(INPUT MATERIAL begins)

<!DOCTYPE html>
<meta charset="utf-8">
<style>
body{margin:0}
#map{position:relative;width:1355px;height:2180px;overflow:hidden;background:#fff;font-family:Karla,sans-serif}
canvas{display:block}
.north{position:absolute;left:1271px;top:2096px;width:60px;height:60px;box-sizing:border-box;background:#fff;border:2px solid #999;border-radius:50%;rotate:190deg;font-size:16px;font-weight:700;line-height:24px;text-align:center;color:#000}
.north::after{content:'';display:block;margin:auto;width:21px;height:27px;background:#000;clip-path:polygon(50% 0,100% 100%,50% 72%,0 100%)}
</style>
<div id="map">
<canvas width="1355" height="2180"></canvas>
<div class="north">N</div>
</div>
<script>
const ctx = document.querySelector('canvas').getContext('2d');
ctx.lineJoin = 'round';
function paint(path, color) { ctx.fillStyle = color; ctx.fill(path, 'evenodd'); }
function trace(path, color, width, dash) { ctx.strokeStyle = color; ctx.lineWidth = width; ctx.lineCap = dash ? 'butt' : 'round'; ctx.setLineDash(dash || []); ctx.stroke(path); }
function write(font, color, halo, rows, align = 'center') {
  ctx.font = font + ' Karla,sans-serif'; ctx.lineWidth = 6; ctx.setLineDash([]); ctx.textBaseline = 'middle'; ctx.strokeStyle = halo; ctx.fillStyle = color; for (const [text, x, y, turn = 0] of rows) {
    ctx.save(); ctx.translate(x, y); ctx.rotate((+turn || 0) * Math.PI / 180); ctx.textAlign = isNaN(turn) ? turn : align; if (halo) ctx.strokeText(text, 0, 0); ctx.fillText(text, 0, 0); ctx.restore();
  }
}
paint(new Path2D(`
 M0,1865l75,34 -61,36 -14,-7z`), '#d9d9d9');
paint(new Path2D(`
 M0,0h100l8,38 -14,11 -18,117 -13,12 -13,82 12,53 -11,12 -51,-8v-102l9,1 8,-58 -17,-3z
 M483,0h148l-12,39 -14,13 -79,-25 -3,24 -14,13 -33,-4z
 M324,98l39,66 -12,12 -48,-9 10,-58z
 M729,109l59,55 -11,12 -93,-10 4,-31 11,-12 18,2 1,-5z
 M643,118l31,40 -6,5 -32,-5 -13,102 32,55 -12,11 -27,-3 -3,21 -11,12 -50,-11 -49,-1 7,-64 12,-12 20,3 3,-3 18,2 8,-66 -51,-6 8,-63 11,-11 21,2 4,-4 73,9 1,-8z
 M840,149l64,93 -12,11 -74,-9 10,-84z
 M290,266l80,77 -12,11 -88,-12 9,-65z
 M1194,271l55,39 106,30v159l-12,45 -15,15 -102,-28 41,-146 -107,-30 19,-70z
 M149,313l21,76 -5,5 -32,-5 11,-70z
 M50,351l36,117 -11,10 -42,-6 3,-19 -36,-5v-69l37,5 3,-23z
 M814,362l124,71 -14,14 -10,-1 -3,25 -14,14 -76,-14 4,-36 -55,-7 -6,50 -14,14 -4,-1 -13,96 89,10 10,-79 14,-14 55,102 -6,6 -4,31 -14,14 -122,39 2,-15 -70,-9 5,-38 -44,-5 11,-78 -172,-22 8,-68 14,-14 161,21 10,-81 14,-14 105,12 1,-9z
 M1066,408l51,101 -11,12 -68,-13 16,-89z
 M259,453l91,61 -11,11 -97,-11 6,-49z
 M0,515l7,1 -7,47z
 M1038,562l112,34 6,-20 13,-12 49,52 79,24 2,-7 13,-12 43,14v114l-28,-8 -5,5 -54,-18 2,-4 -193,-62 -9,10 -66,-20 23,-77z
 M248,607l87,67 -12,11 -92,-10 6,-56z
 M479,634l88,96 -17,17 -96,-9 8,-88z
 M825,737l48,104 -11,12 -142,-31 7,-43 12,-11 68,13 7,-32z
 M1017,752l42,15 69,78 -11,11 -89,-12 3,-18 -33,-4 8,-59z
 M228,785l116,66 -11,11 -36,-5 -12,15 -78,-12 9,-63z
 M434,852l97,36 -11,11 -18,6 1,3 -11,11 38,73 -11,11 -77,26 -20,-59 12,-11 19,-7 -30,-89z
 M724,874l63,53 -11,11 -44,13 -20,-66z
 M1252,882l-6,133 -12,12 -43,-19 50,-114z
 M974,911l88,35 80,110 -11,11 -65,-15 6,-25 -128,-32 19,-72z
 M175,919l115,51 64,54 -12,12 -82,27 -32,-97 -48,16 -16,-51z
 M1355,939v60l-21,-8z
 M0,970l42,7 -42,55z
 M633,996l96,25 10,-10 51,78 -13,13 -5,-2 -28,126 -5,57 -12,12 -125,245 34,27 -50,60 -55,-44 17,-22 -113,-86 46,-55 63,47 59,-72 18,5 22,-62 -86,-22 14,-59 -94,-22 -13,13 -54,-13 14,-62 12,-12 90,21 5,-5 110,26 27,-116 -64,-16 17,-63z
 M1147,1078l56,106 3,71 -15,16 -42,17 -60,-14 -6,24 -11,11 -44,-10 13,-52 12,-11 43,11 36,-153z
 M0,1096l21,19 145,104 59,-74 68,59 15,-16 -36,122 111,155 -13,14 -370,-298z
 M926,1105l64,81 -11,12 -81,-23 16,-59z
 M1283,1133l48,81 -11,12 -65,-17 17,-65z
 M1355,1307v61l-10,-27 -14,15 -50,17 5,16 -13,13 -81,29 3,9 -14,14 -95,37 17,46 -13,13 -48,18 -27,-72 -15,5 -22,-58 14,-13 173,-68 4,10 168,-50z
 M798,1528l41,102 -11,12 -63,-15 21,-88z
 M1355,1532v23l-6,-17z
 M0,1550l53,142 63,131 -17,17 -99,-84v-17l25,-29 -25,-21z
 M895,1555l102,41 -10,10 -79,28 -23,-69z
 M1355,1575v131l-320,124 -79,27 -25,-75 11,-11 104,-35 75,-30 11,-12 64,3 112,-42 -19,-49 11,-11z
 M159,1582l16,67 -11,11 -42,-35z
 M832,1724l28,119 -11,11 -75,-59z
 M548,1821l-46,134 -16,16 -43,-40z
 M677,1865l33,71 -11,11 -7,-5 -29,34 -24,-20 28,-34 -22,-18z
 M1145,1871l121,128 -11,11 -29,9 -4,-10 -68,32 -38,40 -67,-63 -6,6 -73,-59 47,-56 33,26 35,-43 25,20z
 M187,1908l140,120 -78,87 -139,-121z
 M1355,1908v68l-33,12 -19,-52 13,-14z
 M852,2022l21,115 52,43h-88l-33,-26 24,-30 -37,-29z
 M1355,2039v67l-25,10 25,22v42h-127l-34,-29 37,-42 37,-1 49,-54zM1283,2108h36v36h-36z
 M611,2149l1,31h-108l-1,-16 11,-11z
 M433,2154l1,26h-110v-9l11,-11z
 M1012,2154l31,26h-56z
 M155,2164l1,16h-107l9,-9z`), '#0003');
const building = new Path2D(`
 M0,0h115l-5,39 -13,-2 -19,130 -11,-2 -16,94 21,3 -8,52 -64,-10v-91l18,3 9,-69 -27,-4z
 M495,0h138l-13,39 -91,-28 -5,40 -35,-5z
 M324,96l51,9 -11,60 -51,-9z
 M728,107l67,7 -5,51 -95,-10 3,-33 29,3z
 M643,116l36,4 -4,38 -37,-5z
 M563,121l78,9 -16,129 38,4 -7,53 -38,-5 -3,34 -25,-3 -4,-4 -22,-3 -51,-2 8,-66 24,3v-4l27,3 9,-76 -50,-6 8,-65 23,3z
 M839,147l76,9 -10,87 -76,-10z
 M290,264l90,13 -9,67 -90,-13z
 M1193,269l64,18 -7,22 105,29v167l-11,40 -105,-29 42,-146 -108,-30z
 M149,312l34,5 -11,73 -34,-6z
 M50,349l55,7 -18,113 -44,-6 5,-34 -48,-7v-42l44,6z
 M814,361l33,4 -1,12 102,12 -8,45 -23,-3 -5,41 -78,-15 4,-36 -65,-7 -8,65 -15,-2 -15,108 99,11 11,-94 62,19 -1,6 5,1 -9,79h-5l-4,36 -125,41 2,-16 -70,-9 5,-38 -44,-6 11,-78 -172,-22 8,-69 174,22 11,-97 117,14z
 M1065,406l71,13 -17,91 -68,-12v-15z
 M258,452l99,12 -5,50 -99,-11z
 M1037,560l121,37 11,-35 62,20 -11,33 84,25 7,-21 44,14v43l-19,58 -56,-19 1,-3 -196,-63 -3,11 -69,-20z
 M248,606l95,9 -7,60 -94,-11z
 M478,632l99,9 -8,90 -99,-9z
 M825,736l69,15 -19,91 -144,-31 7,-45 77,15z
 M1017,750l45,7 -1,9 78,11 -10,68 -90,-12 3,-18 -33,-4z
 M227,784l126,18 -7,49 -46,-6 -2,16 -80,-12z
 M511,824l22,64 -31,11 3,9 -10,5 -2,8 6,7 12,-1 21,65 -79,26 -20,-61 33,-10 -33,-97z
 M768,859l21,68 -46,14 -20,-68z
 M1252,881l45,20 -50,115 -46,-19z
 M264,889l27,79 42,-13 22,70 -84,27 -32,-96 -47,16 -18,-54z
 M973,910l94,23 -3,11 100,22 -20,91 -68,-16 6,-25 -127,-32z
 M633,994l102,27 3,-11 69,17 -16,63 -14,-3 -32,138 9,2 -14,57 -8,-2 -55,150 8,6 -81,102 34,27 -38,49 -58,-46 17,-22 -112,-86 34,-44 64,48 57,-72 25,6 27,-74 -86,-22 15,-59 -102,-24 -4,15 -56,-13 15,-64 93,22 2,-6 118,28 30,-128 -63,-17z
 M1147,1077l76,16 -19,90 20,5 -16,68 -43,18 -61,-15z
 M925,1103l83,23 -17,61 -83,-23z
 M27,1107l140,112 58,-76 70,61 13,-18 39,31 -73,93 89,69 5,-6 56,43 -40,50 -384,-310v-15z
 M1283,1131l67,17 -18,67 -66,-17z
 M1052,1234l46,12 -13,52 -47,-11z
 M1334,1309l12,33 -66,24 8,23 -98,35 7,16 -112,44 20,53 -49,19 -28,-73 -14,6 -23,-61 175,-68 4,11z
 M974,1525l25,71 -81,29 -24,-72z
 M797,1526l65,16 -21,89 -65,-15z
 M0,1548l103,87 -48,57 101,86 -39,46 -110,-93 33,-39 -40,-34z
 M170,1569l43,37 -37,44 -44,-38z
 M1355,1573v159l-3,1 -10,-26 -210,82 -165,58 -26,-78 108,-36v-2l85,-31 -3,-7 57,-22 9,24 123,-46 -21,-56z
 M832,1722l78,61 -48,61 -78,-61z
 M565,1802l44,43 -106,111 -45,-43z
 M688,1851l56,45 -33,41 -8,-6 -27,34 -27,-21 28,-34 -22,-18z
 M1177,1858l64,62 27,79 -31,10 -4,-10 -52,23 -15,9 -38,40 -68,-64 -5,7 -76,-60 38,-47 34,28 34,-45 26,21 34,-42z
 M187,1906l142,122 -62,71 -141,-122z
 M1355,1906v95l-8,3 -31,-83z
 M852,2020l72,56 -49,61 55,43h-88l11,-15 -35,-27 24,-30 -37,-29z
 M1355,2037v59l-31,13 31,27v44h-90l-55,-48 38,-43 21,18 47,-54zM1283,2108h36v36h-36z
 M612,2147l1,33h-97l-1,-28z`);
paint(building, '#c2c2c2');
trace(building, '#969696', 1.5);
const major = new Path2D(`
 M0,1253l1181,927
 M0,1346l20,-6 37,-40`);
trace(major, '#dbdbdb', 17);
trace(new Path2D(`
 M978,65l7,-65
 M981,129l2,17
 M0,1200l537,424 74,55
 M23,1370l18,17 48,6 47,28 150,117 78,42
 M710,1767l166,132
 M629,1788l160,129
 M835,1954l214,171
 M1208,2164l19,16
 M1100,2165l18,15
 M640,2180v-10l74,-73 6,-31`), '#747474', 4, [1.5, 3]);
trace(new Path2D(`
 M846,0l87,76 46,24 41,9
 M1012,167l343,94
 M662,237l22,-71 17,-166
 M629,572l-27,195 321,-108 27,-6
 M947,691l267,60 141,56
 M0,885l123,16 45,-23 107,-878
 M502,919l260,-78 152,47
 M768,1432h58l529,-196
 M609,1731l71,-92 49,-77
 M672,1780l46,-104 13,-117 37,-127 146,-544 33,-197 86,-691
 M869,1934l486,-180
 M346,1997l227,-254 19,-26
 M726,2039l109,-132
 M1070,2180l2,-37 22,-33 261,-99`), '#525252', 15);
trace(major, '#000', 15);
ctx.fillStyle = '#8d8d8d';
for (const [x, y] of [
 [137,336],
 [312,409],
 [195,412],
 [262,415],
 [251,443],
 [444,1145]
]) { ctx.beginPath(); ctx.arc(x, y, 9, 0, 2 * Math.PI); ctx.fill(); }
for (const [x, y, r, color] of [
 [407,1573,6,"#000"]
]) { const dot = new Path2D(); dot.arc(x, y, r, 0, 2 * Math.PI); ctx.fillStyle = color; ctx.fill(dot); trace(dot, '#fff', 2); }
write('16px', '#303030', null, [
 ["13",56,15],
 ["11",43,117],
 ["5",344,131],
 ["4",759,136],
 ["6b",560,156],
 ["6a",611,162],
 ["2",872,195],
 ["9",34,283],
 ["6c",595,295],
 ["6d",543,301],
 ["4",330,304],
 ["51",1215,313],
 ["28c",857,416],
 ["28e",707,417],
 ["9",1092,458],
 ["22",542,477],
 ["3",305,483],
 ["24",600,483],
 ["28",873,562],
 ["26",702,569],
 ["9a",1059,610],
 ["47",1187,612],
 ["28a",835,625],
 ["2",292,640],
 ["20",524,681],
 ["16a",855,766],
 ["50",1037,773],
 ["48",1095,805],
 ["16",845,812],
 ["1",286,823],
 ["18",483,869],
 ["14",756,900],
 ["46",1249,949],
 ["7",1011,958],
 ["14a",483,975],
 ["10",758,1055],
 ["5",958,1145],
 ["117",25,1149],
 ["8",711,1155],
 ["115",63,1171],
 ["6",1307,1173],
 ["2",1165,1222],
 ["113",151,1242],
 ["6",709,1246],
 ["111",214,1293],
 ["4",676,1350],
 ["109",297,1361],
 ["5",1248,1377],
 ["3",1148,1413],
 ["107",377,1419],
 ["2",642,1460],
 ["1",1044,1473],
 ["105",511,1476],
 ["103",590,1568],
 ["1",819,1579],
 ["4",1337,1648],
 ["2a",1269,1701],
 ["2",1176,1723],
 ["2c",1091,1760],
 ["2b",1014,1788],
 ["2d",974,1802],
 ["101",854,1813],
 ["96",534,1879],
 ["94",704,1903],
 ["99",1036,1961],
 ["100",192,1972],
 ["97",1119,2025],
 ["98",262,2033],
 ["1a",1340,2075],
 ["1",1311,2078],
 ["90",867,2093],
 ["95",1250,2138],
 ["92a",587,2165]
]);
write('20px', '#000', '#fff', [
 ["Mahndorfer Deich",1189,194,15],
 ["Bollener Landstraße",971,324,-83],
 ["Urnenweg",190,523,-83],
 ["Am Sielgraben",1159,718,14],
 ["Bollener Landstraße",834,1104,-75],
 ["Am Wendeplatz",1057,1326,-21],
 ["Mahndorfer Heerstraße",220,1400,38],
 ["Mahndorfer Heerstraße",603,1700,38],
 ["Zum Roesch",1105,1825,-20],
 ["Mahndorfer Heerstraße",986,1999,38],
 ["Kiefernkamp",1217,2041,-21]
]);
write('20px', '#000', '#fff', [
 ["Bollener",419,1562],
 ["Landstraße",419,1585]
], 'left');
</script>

(INPUT MATERIAL ends)

• _WORK ORDER_
Would you filter the records and copy each line that contains the word "paint"?

• _SOLUTION TO THE PROBLEM_
function paint(path, color) { ctx.fillStyle = color; ctx.fill(path, 'evenodd'); }
paint(new Path2D(`
paint(new Path2D(`
paint(building, '#c2c2c2');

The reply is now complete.